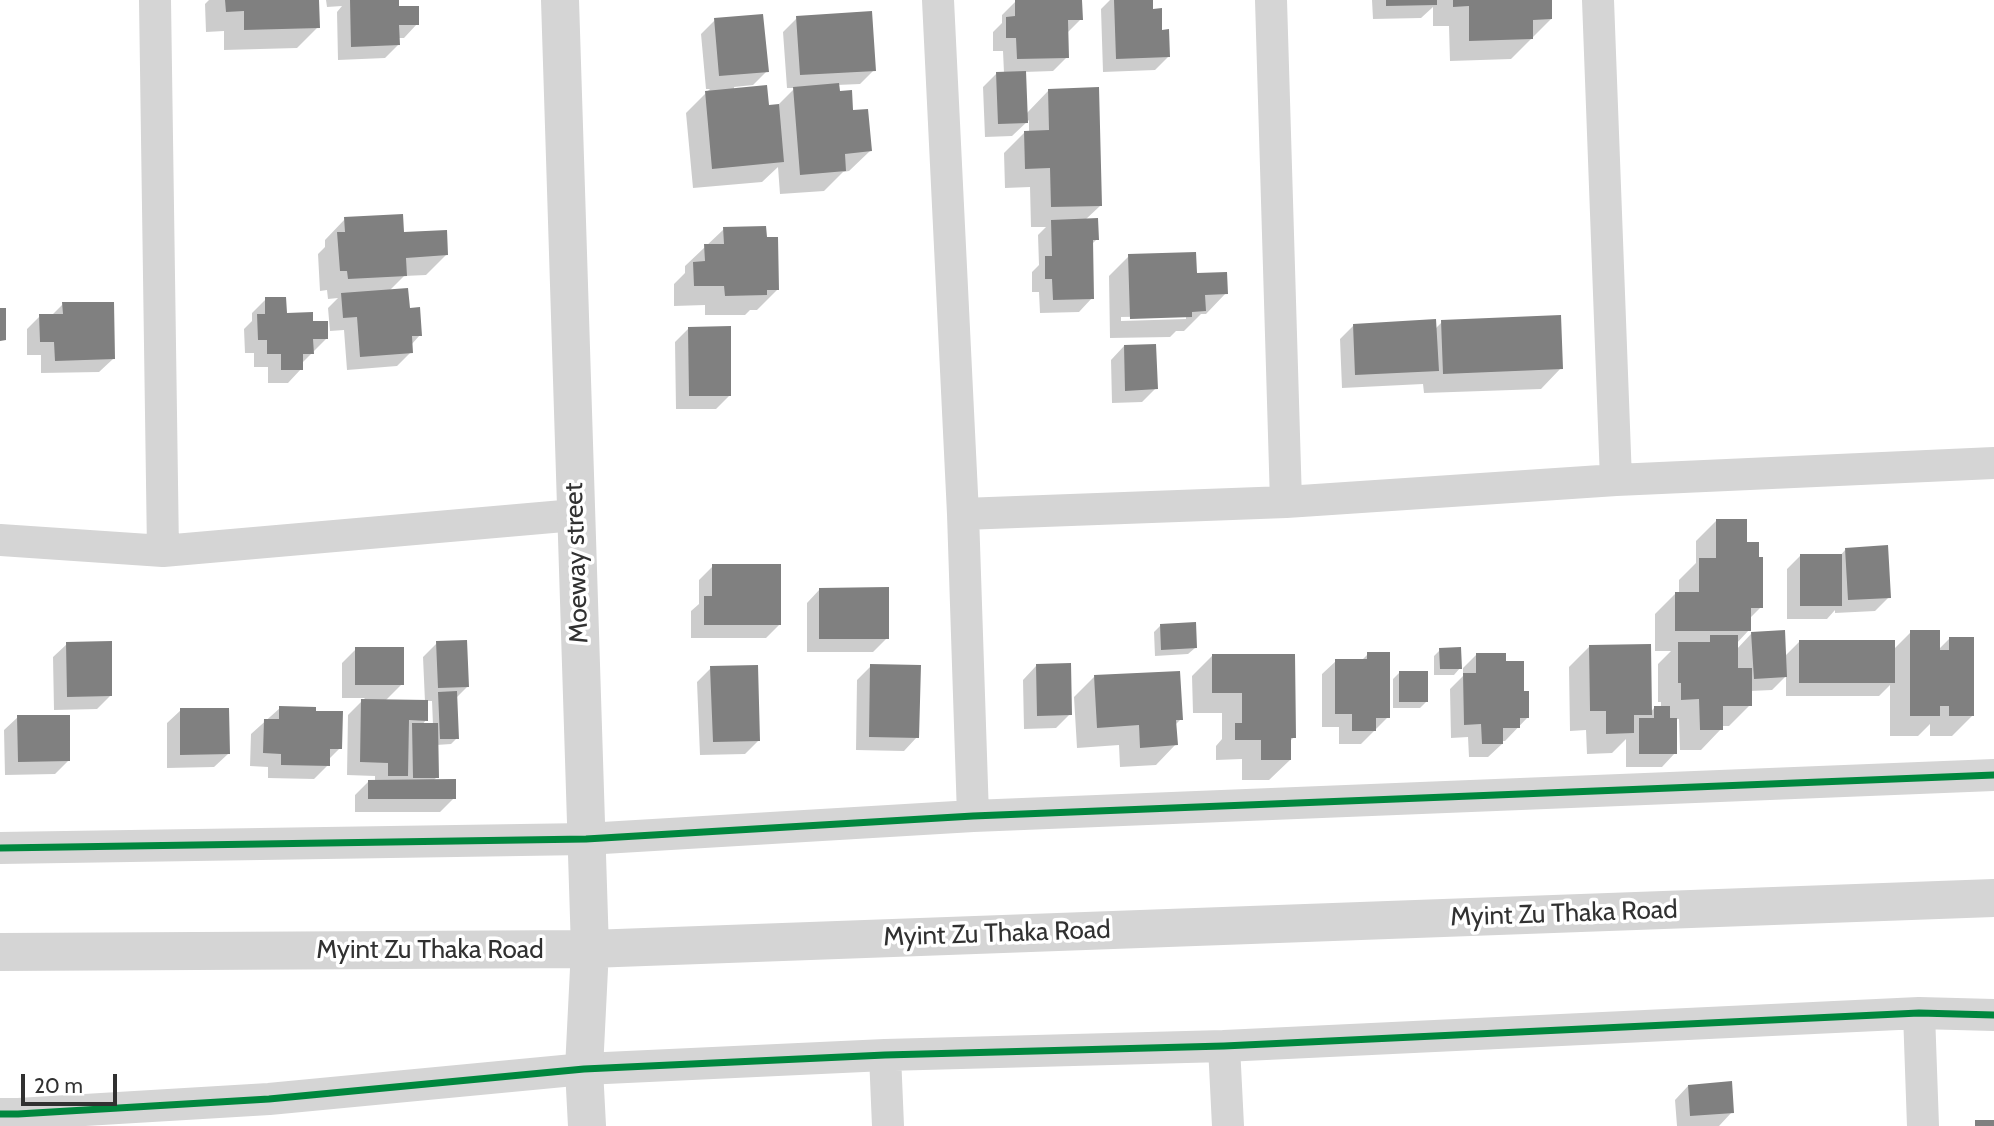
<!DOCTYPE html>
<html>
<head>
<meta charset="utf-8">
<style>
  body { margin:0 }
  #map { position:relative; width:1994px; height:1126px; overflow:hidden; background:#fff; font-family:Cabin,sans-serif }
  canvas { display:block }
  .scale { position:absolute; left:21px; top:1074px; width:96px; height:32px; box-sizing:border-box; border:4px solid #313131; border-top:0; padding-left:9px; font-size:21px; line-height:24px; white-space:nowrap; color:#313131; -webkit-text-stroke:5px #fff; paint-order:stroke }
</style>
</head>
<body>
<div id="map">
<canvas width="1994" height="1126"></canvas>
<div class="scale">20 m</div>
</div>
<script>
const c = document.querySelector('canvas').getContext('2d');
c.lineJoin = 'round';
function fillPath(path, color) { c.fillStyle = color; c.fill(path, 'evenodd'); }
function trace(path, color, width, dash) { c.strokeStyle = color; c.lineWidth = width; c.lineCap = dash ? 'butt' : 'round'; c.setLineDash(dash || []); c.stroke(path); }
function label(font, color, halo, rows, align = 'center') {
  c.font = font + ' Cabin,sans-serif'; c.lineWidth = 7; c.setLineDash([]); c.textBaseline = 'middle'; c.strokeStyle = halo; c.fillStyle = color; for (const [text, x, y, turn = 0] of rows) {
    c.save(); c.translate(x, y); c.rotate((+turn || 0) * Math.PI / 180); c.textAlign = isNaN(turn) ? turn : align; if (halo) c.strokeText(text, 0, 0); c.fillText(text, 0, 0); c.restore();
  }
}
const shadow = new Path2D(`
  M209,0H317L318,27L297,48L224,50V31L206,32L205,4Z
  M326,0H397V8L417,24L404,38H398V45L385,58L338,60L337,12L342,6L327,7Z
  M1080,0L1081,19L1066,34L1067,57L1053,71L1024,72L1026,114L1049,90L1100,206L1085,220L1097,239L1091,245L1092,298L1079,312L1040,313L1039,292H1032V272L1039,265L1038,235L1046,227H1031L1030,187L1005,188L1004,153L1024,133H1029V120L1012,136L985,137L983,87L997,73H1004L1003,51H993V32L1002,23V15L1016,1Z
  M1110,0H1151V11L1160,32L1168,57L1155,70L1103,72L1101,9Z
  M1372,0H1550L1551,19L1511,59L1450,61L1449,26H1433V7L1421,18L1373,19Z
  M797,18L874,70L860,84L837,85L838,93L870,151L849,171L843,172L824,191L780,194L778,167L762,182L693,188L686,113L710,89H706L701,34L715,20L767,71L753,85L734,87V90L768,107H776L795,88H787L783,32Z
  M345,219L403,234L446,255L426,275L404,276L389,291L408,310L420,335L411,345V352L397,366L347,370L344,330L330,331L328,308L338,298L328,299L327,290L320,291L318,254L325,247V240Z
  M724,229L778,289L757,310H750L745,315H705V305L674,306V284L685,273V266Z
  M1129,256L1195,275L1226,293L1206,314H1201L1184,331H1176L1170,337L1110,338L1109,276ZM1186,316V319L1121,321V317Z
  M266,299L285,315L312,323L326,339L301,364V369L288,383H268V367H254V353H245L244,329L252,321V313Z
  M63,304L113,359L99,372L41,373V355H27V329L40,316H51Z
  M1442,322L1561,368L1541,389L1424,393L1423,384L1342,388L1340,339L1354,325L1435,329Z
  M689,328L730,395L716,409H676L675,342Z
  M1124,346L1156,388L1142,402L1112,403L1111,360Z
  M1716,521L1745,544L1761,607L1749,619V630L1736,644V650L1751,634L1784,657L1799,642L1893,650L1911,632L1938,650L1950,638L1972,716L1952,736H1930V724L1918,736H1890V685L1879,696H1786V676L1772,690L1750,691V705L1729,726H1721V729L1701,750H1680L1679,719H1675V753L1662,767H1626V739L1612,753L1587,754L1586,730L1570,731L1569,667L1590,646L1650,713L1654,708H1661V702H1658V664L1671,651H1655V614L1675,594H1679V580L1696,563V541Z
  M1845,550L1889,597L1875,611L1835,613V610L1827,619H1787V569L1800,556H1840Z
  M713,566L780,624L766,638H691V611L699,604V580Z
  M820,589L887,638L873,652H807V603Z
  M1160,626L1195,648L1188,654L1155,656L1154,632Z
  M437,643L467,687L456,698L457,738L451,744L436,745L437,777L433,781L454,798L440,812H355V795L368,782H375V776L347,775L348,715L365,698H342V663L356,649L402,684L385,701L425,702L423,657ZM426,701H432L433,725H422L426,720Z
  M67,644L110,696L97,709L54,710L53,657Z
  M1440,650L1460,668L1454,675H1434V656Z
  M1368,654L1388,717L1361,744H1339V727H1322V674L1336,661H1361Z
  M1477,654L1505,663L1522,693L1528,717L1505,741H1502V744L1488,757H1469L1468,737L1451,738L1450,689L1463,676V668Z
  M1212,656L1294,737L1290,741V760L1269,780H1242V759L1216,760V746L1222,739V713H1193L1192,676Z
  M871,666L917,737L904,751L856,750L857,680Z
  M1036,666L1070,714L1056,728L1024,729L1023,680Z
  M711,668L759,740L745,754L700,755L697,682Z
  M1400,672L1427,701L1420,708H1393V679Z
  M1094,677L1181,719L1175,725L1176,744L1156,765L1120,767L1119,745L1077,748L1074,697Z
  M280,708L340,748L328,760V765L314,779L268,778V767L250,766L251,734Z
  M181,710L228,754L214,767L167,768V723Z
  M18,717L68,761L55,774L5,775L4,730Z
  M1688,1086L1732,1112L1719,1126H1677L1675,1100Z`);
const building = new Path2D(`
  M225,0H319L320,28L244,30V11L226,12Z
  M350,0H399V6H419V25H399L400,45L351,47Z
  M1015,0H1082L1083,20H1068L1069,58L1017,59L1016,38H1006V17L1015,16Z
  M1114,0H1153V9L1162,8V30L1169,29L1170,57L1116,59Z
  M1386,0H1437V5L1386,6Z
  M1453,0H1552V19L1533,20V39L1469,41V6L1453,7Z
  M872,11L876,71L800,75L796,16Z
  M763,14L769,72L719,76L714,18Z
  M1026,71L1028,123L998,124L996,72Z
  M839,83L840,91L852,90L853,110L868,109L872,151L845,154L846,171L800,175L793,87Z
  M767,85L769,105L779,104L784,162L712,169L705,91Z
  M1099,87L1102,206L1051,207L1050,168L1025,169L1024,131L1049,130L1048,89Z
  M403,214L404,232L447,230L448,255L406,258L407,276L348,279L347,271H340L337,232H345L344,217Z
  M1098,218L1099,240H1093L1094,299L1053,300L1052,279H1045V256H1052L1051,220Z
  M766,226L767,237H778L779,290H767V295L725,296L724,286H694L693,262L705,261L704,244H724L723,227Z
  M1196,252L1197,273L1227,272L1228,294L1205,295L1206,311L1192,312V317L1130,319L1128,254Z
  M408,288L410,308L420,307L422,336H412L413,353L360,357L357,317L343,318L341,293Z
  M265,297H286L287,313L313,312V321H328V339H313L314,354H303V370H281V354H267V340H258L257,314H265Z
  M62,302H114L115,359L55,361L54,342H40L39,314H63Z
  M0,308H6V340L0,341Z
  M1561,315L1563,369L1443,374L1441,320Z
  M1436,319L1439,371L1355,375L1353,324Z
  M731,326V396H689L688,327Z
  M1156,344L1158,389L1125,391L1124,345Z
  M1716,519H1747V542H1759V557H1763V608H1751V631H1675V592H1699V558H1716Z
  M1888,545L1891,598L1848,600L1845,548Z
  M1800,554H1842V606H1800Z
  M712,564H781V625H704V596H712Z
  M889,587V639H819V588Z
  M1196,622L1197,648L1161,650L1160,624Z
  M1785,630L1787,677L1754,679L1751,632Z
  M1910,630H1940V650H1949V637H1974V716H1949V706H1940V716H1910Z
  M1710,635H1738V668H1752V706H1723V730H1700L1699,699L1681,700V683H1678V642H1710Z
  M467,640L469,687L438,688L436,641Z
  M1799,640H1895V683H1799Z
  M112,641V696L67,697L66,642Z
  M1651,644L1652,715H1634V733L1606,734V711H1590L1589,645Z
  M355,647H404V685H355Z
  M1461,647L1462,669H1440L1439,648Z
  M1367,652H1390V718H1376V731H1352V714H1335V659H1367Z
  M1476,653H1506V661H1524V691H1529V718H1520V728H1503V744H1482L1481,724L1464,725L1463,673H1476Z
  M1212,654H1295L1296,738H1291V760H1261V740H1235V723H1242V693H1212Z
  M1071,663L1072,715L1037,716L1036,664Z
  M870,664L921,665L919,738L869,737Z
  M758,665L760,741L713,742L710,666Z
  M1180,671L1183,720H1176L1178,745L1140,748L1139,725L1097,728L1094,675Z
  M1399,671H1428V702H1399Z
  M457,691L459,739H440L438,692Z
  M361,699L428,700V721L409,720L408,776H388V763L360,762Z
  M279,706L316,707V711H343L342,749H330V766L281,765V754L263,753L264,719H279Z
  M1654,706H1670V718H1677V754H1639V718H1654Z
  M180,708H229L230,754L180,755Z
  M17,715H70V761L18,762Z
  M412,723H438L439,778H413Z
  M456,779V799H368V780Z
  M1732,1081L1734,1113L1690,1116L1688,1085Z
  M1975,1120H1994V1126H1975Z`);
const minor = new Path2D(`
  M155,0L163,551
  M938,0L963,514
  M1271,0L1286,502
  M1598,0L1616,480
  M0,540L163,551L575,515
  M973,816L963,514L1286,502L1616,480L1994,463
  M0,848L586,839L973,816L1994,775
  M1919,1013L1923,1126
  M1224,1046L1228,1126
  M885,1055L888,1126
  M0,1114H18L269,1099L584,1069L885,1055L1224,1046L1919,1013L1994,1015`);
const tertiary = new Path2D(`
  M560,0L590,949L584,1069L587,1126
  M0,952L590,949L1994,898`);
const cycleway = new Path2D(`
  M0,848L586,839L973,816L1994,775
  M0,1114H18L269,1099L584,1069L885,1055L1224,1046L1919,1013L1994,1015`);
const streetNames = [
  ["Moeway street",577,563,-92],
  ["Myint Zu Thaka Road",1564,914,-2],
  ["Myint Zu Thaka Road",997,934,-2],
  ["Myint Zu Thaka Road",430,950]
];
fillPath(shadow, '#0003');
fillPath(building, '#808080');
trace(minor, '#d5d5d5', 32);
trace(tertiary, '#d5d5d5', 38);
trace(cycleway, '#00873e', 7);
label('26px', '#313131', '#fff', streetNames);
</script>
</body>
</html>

# # # # # # #

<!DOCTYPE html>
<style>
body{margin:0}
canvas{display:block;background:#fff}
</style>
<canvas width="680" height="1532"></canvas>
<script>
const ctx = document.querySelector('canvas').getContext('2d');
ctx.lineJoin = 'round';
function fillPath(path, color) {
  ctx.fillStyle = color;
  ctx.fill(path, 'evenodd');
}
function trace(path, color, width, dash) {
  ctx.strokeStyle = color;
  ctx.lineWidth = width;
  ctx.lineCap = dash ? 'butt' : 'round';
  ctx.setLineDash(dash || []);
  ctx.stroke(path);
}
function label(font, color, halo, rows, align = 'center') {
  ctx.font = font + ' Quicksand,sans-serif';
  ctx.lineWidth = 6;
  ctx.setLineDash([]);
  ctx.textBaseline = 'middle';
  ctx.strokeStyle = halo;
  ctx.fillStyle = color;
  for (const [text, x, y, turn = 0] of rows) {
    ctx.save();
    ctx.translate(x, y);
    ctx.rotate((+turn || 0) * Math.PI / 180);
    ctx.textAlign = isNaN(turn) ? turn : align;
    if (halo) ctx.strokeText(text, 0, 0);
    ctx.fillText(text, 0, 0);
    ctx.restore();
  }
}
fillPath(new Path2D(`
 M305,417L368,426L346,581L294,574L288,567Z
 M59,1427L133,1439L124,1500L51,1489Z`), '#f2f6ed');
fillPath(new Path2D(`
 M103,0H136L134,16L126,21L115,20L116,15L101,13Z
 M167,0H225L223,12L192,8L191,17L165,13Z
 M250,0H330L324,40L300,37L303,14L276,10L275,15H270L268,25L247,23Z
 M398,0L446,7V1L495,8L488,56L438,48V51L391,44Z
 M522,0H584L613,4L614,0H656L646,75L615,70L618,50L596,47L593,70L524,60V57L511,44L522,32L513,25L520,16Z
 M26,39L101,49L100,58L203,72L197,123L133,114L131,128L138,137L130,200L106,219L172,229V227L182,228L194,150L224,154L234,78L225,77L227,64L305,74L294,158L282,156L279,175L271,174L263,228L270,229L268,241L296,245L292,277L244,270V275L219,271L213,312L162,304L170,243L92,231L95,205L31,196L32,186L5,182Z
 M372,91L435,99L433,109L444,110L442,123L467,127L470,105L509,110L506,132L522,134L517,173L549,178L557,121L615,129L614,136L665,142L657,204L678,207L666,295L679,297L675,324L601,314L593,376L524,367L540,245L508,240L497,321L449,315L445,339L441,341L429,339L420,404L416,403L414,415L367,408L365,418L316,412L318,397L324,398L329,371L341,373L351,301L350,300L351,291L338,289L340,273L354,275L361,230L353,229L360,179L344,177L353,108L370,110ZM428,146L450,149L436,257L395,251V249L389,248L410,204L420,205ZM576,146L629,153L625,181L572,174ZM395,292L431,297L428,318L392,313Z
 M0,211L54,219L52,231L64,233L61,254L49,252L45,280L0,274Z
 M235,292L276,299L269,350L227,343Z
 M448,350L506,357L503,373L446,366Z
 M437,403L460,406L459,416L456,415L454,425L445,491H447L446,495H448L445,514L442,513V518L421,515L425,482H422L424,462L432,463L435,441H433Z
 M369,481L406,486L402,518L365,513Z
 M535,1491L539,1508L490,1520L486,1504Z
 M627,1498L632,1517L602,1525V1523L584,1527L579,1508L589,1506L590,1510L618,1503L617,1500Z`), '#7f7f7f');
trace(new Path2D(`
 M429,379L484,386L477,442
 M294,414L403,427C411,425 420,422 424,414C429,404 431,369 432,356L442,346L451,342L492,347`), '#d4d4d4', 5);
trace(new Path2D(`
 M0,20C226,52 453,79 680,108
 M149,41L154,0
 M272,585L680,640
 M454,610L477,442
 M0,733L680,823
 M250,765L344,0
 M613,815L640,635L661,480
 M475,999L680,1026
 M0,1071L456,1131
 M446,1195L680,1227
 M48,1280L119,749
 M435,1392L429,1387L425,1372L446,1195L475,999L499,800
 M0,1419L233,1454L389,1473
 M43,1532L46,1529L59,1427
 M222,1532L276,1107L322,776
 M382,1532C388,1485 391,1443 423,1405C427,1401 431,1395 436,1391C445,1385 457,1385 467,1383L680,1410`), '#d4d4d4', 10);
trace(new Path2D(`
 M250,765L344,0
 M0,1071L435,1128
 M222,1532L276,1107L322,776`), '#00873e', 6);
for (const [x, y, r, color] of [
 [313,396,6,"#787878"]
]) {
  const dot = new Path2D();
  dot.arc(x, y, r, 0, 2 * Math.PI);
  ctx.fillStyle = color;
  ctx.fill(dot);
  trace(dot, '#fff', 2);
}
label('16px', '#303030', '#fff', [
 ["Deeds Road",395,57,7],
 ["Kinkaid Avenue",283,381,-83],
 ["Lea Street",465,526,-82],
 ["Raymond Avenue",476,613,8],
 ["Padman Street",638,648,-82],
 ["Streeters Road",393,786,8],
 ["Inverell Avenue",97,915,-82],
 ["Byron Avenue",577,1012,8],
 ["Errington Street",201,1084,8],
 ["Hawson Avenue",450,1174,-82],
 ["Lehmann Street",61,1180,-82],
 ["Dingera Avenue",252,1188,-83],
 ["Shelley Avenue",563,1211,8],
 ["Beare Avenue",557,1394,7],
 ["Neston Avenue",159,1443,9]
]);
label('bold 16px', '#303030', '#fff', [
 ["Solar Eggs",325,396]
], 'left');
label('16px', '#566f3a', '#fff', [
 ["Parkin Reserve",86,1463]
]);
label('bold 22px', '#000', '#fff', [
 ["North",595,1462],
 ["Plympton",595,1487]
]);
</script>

# # # # # # #

Wherever a line in the data above contains the word "save", copy that line.

> PROBLEM SOLUTION:
    c.save(); c.translate(x, y); c.rotate((+turn || 0) * Math.PI / 180); c.textAlign = isNaN(turn) ? turn : align; if (halo) c.strokeText(text, 0, 0); c.fillText(text, 0, 0); c.restore();
    ctx.save();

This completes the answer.